Torta Barozzi is a traditional gluten-free chocolate cake. A key feature is the mixture of peanut and almond flours.

Moist on the inside and crumbly on the outside, this chocolate cake it is typical of the small town of Vignola, Emilia Romagna.

 


Serves 4, Preparation 25 mins, Cooking 30 mins

  • 250g dark chocolate, 75% cocoa 
  • 150g caster sugar
  • 4 free-range eggs
  • 50g peeled almonds finely minced, or use almond flour
  • 50g unsalted peanuts finely minced, or use peanut flour
  • 120g unsalted butter
  • 30g coffee grounds, or 1 small cup of ristretto, an espresso made with half the water
  • A small glass of dark rum

Method

Prepare a cup of coffee in a stovetop moka pot and keep the grounds after brewing. Or use a cup of ristretto coffee.

For the flours, blitz almonds and peanuts in your food processor.

Tip: It is better to pulse the peanuts and almonds. If the processor runs non-stop, the mixture will become too hot and release oil, affecting the flavour.
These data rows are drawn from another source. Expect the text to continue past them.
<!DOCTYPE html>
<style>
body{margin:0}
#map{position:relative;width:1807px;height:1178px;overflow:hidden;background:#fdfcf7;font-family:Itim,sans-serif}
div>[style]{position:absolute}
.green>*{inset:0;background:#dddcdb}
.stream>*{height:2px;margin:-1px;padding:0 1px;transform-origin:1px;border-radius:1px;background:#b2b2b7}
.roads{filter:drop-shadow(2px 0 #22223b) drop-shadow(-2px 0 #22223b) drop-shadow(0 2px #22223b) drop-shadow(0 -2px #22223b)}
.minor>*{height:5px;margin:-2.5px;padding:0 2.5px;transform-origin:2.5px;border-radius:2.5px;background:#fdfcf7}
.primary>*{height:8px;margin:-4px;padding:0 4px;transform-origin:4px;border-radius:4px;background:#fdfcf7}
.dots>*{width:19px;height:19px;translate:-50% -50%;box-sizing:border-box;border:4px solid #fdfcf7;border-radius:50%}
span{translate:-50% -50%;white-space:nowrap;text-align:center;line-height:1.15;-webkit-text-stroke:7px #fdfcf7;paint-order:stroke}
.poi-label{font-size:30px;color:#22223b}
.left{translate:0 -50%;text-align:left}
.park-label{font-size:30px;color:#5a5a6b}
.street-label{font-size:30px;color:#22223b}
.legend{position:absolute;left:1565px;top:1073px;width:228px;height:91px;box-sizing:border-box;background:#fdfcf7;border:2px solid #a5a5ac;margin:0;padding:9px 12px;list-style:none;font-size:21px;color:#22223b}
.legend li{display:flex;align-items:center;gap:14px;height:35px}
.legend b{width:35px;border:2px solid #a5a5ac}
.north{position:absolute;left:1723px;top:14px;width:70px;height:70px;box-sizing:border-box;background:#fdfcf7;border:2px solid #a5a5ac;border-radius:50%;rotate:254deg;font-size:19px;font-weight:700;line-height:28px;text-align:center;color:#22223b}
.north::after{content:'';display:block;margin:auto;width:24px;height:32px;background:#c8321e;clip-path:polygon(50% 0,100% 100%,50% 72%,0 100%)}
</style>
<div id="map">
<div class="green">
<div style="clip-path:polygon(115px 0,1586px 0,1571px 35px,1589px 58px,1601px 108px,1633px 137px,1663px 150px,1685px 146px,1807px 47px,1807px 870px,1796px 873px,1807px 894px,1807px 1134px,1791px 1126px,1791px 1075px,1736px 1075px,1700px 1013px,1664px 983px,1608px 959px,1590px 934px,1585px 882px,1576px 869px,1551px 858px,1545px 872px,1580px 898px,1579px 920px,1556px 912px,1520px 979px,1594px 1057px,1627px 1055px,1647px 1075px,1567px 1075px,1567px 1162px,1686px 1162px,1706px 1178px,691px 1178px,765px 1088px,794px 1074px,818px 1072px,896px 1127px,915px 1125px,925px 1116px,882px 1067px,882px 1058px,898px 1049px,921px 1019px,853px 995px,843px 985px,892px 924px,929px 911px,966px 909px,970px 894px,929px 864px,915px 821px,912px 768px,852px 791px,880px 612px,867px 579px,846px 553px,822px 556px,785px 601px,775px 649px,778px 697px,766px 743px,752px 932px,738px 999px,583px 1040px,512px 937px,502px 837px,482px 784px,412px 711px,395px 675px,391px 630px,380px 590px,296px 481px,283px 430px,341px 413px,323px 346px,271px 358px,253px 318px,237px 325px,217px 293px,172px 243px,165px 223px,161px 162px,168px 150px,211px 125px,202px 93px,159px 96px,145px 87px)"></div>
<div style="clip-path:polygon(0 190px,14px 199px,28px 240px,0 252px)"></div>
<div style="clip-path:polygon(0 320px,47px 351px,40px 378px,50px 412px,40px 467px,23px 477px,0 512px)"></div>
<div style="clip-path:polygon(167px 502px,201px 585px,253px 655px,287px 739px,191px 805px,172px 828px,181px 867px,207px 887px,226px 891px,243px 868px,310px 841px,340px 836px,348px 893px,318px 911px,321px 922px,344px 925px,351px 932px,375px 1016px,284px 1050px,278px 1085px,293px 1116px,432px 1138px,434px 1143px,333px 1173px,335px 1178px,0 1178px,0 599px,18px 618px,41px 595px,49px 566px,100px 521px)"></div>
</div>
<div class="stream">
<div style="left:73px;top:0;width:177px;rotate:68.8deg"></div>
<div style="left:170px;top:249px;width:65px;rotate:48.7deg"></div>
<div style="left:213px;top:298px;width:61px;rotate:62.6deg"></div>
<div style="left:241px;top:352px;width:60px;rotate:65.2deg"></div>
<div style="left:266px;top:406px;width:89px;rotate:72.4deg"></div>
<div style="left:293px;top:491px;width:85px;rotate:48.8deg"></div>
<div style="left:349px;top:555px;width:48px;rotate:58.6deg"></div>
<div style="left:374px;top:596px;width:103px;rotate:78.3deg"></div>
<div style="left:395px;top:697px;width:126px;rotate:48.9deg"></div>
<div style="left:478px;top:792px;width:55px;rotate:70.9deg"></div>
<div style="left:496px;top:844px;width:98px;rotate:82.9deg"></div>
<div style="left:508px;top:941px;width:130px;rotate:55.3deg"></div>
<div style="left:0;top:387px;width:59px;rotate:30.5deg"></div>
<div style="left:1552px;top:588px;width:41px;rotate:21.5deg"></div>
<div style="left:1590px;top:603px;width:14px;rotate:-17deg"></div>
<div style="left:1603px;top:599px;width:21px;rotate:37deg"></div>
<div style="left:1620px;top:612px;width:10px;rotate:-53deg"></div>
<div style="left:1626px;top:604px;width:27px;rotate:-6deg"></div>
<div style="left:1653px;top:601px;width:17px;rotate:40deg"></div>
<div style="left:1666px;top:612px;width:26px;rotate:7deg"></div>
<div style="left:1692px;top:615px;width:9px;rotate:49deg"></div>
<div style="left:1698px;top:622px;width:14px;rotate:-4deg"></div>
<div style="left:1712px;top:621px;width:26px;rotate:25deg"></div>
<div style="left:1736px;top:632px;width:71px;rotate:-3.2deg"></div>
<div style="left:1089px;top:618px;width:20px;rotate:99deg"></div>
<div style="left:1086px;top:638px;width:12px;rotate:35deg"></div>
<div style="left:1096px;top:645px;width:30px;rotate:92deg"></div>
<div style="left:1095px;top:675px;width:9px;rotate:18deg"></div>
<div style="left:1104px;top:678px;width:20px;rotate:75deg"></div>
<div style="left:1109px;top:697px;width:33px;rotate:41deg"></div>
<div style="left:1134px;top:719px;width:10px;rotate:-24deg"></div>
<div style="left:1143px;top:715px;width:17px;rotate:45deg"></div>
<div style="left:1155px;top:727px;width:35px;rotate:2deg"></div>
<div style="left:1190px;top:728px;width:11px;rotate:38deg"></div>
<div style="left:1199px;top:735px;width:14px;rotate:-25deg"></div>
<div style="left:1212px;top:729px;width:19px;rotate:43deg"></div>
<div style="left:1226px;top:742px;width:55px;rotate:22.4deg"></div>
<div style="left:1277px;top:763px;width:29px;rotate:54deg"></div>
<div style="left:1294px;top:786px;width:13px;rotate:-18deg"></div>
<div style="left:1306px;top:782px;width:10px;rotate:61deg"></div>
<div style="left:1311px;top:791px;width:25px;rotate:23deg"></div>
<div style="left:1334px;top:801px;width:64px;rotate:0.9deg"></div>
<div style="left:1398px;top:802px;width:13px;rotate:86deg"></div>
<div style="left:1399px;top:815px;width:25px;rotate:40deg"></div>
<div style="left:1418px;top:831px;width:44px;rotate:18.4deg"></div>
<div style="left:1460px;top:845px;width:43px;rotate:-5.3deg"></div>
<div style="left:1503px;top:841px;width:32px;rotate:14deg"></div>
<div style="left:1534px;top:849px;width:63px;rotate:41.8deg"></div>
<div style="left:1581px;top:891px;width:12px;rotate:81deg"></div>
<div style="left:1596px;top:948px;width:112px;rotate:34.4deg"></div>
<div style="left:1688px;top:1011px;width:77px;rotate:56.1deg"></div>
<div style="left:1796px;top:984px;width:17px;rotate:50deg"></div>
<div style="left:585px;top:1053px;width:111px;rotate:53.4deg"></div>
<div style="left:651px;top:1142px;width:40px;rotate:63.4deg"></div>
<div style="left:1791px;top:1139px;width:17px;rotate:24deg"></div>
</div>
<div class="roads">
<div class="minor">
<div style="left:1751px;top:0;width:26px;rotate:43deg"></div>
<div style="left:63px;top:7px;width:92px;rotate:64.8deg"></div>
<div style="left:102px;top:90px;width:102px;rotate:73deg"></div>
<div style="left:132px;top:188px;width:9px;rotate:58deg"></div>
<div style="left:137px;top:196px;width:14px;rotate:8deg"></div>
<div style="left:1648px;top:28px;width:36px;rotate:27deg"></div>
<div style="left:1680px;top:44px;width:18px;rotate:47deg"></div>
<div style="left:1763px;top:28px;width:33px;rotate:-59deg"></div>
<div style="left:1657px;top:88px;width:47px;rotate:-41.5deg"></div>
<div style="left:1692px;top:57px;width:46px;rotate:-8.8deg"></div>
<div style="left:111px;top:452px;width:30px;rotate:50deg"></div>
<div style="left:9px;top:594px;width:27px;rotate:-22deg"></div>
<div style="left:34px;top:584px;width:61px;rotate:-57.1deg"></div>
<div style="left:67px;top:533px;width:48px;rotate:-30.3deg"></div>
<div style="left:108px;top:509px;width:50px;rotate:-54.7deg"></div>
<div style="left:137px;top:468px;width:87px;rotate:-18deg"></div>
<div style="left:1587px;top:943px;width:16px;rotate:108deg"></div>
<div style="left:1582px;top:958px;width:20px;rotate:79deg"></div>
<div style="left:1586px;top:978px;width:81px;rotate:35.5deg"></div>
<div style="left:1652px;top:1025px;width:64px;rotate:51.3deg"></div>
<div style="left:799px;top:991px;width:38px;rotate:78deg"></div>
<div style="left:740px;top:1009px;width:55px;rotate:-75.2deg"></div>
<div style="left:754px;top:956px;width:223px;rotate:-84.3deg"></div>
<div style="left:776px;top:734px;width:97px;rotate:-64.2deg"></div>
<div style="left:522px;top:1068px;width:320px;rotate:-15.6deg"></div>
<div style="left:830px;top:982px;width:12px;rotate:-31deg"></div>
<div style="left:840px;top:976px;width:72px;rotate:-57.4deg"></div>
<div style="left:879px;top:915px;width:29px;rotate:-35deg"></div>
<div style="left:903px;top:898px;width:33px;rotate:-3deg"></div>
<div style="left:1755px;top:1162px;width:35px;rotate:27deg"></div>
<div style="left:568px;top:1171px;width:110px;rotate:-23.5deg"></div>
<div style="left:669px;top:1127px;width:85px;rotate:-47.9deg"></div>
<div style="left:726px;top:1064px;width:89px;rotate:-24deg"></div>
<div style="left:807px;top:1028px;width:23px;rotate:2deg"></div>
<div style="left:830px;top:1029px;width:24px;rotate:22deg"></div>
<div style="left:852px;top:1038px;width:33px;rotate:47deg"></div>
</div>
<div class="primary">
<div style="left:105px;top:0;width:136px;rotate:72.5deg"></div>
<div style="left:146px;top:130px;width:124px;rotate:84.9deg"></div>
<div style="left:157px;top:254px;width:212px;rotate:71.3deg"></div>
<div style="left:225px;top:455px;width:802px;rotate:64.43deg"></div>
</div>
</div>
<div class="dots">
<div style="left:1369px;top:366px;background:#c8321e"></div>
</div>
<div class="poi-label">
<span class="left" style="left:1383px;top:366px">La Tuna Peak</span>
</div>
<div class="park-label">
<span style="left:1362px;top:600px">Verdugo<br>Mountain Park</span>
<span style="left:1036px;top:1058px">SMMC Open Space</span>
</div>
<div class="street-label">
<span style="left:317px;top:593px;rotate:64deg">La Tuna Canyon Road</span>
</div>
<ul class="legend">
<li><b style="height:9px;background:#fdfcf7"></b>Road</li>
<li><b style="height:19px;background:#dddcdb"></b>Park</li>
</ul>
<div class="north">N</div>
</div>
Soften the butter in a saucepan, add the chopped chocolate and melt while stirring. Set aside to cool, then add to the egg yolks and half the sugar, again while stirring.

Tip: The chocolate and butter mixture needs to have cooled to no hotter than lukewarm, otherwise it will cook the yolks

Add the flours, coffee grounds, or ristretto, and rum, and stir.

In another bowl, whip the egg whites until firm, adding the remaining sugar when they are half-whipped. Combine with the chocolate mixture, working gently upwards from the bottom of the bowl.

Line a 20-22cm cake tin with foil and pour in the mixture. The foil should overlap the tin so that the cake can be lifted out easily.

Bake in the static oven to 180°C / 350°F / Gas 4 – 25–30 minutes.

The surface should be dry and slightly wrinkled. To check the inside, insert a stick into the middle of the cake – it should come out moist.

Take the cake out of the oven, let it cool completely, then cut into squares and serve.